Of course, there are also counter examples, the Iridium system is. This thing is too expensive, "too good", and its global coverage has exceeded customer demand for mobile phones. However, although Iridium still has a signal in the vast sea or in the hermit desert, it is funny that it is not in the car or in the office-unless the phone is directed at the satellite, so it can be said that iridium is actually more expensive but worse than the mobile phone, not better.

The same thing happens when the idea that WiFi threatens a mobile phone -3g has grown to a certain extent and is cheap enough to make "free" WiFi data irrelevant, not to mention that WiFi coverage never achieved "good enough" goals.

The same goes for projects like the Firefox OS. Entry-level Android phones are now priced at less than 50 dollars-the price window between "functional phones only" and "I can't afford Android but want more" is falling fast. It is difficult to compete with the scale effect of the entire Shenzhen ecosystem. Again, expensive, better products are getting cheaper.

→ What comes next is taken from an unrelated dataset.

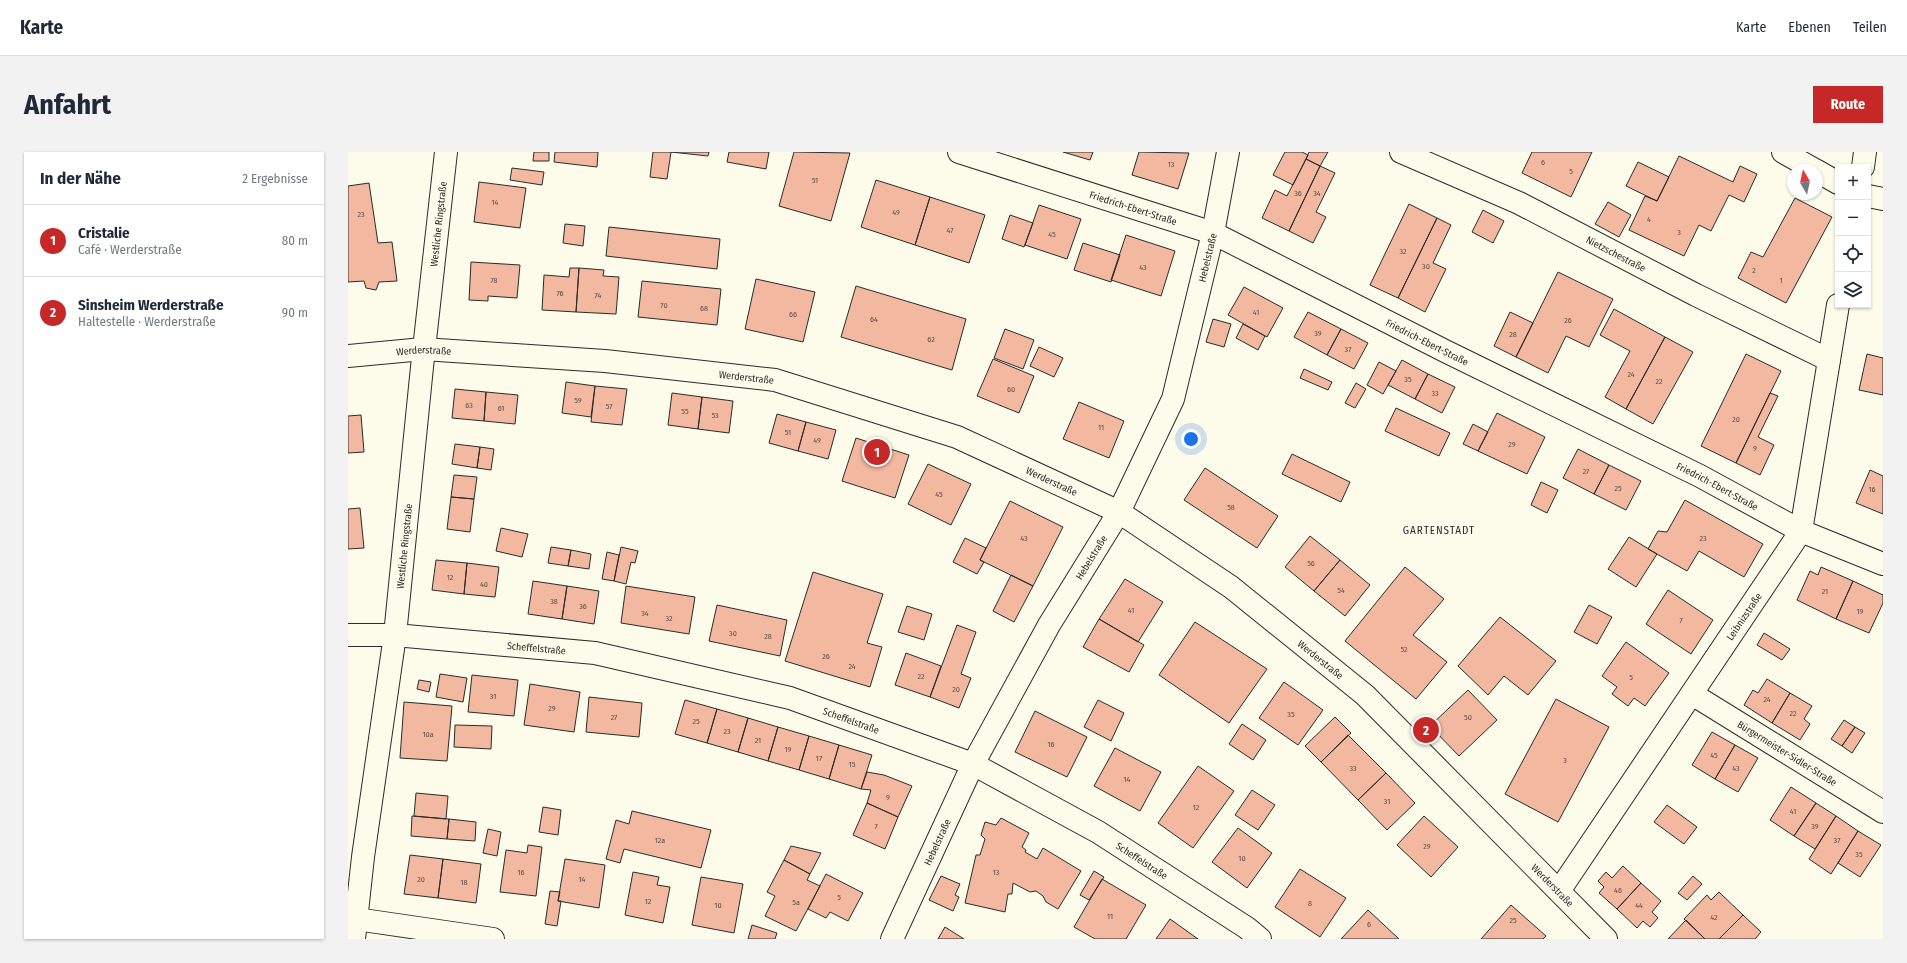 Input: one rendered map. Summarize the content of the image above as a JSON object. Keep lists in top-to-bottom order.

Of course, the iphone is going the other way. When the iphone was first launched in 2007, its price was very high relative to the handset market (even if Apple realised that it needed subsidies). Of course, you can say that it is from the bottom up to subvert the PC, but it actually also overturned the phone-do not believe you can ask Nokia what is left. The new mobile phone features a large screen, multi-touch, "PC-level" operating system, not too concerned about bandwidth efficiency, battery life target is a day rather than a week, durability goal is "don't fall." It is also the MVP (minimum feasible product, no 3G, configuration basic camera, etc.). The industry derided it for a variety of reasons, but Apple's demand for 600 of billions of dollars of handsets was unprecedented, and then its cousin, Android, pushed the pattern down again at a much lower price. and Symbian models and feature phones are not responding to this new high price challenge-the expensive challenger models occupy the high-end market at a higher price point, and then continue to slash prices and eventually occupy the rest of the market.

Of course, it takes two of each table, and one more persuasive than Iridium is the mobile operator market. Every country tends to have a strong network of operators (covering good, fast, high capacity), and then there are some weak network operators-the network of good operators usually more expensive, some consumers will choose the more expensive but the network better operators, others feel that the cheaper network is good enough. This is what iliad/free in France and Deutsche Telekom T in the United States recently. But I'm not sure it's a "subversion", maybe "low-cost competition" is more appropriate, and I have the same positioning as Android: [with Apple] similar products, lower prices, rather than different products that serve the same needs at different prices.

It is not a perfect unified theory to explain why movement seems to work this way often, but it is less important than observation. The tech community tends to be accustomed to the idea that incumbents always scoff at subversion, because even though the subversive is cheap but rubbish, it doesn't realize that history tells us it's going to be better. But we also have to remember not to laugh at things that are stunning but too expensive, because history tells us that they may get cheaper and better sooner.